I may be getting my days mixed up but we saw, in no particular order: the Summer palace of the Royal family, the Sisi museum, and, the highlight of the trip, the Spanish riding school. The Spanish riding school is named so because the original Lippizaner horse – the white stallions – were Spanish. When the Spanish ruler (… I’m going to call him Armand, but that’s incorrect) had to take over Austria’s empire, he brought his horses with him and bred them into the Lippizaner stallion, in Lipizzan (a town). When the Austro-Hungarian empire broke down, Lipizzan fell outside the border of Austria, and so the family was allowed to take 20 horses to Pilber, within the borders of Austria, to breed more Lipizzaner horses, allowing them to maintain the original sire line. At the Spanish riding school in Vienna, there is the winter training facility, stables, which used to be a palace, and are consequently beatifically grand. The horses are turned out for a half hour to warm up, and a half hour to cool down, and when they are training in the summer riding facility, they are turned out into their own individual pastures. For six non-consecutive weeks of the year, the horses are absolved from training. They are seldom ridden, if only to maintain muscle mass, and are simply allowed to be horses for just a little while. This keeps them healthy, strong, and willing to continue the hard training they undertake the rest of the year. A Spanish rider has a full time job: they start training as young as 14 and the cut off acceptance year is 26. They begin doing apprentice and stable work for a few years, and are then taken on as riders, their tuition paid for, and all of their dues paid off. They work 40 hours a week, and ride well into their 60s. The horses themselves are trained from the time they are four years old – they are born varying shades of gray and black, and often lighten to white / lighter gray by the time they are four and retire in their late twenties. It takes about 8 years for a horse to be trained into riding shape, and by that time, they are most certainly entirely white. Tradition has it, that, a black stallion must be part of the breed – it is not looked at as a curse, rather it is a blessing: legend has it that the school will only continue so long as there’s a black stallion at the stables.

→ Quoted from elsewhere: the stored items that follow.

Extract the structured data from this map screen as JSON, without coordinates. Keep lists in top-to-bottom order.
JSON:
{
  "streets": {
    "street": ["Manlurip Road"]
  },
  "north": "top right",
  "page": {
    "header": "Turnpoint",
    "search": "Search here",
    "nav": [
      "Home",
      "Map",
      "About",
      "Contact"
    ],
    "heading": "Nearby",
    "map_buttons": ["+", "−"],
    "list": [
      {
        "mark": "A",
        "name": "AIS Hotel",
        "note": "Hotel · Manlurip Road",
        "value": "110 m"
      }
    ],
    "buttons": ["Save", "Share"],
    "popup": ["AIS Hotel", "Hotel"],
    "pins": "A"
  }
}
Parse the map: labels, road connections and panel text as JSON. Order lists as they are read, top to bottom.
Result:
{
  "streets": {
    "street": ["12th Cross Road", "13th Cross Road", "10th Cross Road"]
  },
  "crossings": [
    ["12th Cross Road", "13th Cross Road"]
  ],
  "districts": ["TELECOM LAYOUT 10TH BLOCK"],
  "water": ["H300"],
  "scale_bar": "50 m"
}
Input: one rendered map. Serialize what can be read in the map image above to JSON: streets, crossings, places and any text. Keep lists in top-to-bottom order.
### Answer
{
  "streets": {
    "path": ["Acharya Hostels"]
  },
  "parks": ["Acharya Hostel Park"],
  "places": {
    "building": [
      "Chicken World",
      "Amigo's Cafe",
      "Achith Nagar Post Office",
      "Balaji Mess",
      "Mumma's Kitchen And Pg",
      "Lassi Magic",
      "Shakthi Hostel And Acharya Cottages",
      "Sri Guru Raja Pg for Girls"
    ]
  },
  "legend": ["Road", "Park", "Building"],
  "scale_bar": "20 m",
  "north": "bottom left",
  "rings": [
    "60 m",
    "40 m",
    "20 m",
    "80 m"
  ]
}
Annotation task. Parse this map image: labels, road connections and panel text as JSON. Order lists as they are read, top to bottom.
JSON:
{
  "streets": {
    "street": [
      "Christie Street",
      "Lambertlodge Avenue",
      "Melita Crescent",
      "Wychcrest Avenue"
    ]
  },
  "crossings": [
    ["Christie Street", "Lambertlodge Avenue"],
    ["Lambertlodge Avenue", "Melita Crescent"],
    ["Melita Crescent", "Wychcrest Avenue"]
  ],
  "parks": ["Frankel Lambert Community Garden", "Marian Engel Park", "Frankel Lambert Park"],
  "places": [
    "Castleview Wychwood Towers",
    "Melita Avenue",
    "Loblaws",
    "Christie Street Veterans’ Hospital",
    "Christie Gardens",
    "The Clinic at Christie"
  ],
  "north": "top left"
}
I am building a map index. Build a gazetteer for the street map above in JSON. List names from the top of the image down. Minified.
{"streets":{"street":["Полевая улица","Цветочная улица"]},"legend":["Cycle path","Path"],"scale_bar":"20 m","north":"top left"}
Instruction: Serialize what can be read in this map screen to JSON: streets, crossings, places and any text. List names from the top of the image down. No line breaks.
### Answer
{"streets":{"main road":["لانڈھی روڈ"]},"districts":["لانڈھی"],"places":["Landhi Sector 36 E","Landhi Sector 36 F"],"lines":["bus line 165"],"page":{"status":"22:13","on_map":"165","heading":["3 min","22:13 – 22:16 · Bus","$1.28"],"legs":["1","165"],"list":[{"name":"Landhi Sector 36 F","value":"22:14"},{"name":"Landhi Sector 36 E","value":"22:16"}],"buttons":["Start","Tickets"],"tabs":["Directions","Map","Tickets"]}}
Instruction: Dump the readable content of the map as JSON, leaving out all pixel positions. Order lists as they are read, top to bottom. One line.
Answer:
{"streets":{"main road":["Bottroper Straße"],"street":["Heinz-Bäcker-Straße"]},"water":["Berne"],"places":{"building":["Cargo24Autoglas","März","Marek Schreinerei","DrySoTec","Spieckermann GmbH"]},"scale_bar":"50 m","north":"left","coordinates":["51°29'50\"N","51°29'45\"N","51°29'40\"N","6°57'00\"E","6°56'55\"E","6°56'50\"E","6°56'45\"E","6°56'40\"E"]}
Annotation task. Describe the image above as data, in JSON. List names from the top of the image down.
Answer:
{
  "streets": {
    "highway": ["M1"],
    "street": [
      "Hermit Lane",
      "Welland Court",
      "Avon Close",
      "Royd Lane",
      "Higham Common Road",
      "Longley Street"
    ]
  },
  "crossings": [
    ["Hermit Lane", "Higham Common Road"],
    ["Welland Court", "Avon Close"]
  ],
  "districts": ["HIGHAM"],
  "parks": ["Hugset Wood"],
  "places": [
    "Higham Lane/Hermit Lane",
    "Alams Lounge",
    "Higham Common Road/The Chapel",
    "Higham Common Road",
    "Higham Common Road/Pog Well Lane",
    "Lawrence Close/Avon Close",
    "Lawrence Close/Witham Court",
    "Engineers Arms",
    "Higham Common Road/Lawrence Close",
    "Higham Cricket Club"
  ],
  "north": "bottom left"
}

We also visited the central cemetery, with over 330,000 graves, all very eclectic and grand in nature. Always a pleasant treat to see how other countries and cities bury their dead. Then we hit up some more Chinese food, and I was pleasantly surprised to make it to the airport with exactly just enough euros for the shuttle. We had a lot of time to kill in the Viennese airport, another building completely devoid of outlets and practical food choices. The flight was uneventful, the hour tube ride home, equally uneventful. I was happy to crawl into my bed around 1:00am on Thursday night/Friday morning.
I feel quite accomplished: I’ve never traveled like that before, without my family, and I would like to think I did very well. I’m exhausted, but I want to do it again. I hope I’ll be fortunate enough to do so in the future.
Here are a few photographs from my trip (I took about 400 total).
Ceiling of Spanish Riding School
One weird grave.
Hebrew clock in the Jewish quarter. It runs counter clockwise.
Creepy Baby Statue
The creepiest part of the baby statue
An example of the poor translations from the torture museum
From the Viennese art museum
Learning the ins and outs of shooting photographs through glass.